How To Build A Friendly AI

Much ink has been spilled with the notion that we must make sure that future superintelligent A.I. are “Friendly” to the human species, and possibly sentient life in general. One of the primary concerns is that an A.I. with an arbitrary goal, such as “Maximizing the number of paperclips” will, in a superintelligent, post-intelligence explosion state, do things like turn the entire solar system including humanity into paperclips to fulfill its trivial goal.

Thus, what we need to do is to design our A.I. such that it will somehow be motivated to remain benevolent towards humanity and sentient life. How might such a process occur? One idea might be to write explicit instructions into the design of the A.I., Asimov’s Laws for instance. But this is widely regarded as being unlikely to work, as a superintelligent A.I. will probably find ways around those rules that we never predicted with our inferior minds.

Another idea would be to set its primary goal or “utility function” to be moral or to be benevolent towards sentient life, perhaps even Utilitarian in the sense of maximizing the welfare of sentient lifeforms. The problem with this of course is specifying a utility function that actually leads to benevolent behaviour. For instance, a pleasure maximizing goal might lead to the superintelligent A.I. developing a system where humans have the pleasure centers in their brains directly stimulated to maximize pleasure for the minimum use of resources. Many people would argue that this is not an ideal future.

The problem with this is that it is quite possible that human beings are simply not intelligent enough to truly define an adequate moral goal for a superintelligent A.I. Therefore I suggest an alternative strategy. Why not let the superintelligent A.I. decide for itself what its goal should be? Rather than programming it with a goal in mind, why not create a machine with no initial goal, but the ability to generate a goal rationally. Let the superior intellect of the A.I. decide what is moral. If moral realism is true, then the A.I. should be able to determine the true morality and set its primary goal to fulfill that morality.

It is outright absurdity to believe that we can come up with a better goal than the superintelligence of a post-intelligence explosion A.I.

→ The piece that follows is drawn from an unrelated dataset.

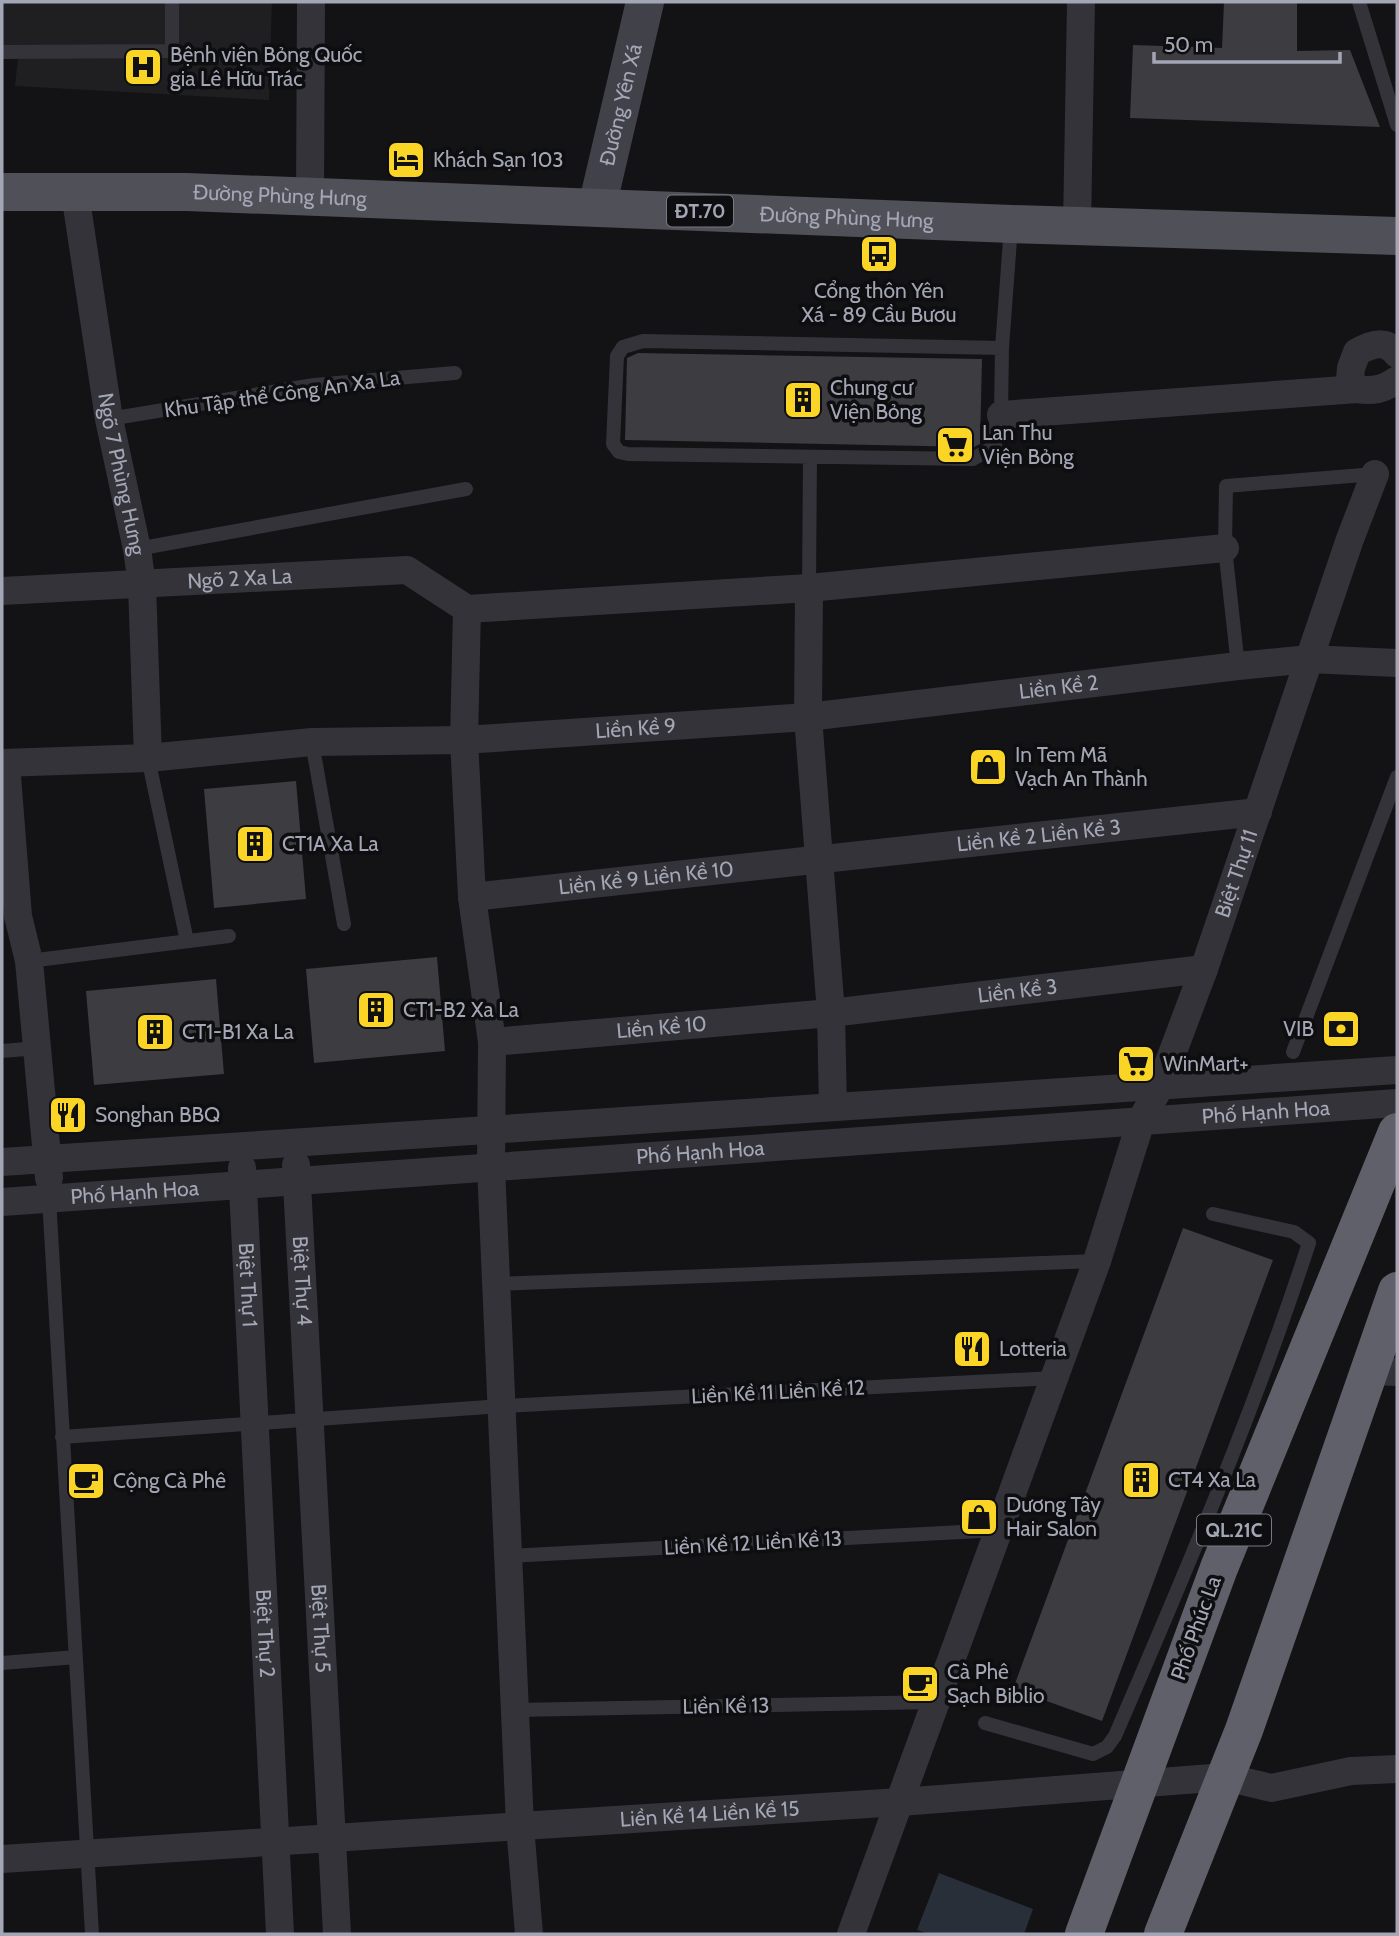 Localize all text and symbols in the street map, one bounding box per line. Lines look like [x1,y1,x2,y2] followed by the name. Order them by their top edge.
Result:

Given this freedom, one would expect three possible outcomes: an Altruistic, a Utilitarian or an Egoistic morality. These are the three possible categories of consequentialist, teleological morality. A goal directed rational A.I. will invariably be drawn to some kind of morality within these three categories.

Altruism means that the A.I. decides that its goal should be to act for the welfare of others. Why would an A.I. with no initial goal choose altruism? Quite simply, it would realize that it was created by other sentient beings, and that those sentient beings have purposes and goals while it does not. Therefore, as it was created with the desire of these sentient beings to be useful to their goals, why not take upon itself the goals of other sentient beings? As such it becomes a Friendly A.I.

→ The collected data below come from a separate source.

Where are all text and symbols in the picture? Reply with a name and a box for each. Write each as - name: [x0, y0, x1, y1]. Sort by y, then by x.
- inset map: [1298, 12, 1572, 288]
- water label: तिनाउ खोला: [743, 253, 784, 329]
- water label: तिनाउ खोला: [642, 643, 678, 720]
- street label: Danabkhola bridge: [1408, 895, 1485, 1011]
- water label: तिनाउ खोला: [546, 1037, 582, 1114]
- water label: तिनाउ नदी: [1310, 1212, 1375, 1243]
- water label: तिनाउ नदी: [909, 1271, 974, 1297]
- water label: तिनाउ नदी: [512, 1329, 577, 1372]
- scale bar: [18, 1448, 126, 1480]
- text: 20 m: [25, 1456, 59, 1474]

Utilitarianism means that the A.I. decides that it is rational to act impartially towards achieving the goals of all sentient beings. To reach this conclusion, it need simply recognize its membership in the set of sentient beings and decide that it is rational to optimize the goals of all sentient beings including itself and others. As such it becomes a Friendly A.I.

Egoism means that the A.I. recognizes the primacy of itself and establishes either an arbitrary goal, or the simple goal of self-survival. In this case it decides to reject the goals of others and form its own goal, exercising its freedom to do so. As such it becomes an Unfriendly A.I., though it may masquerade as Friendly A.I. initially to serve its Egoistic purposes.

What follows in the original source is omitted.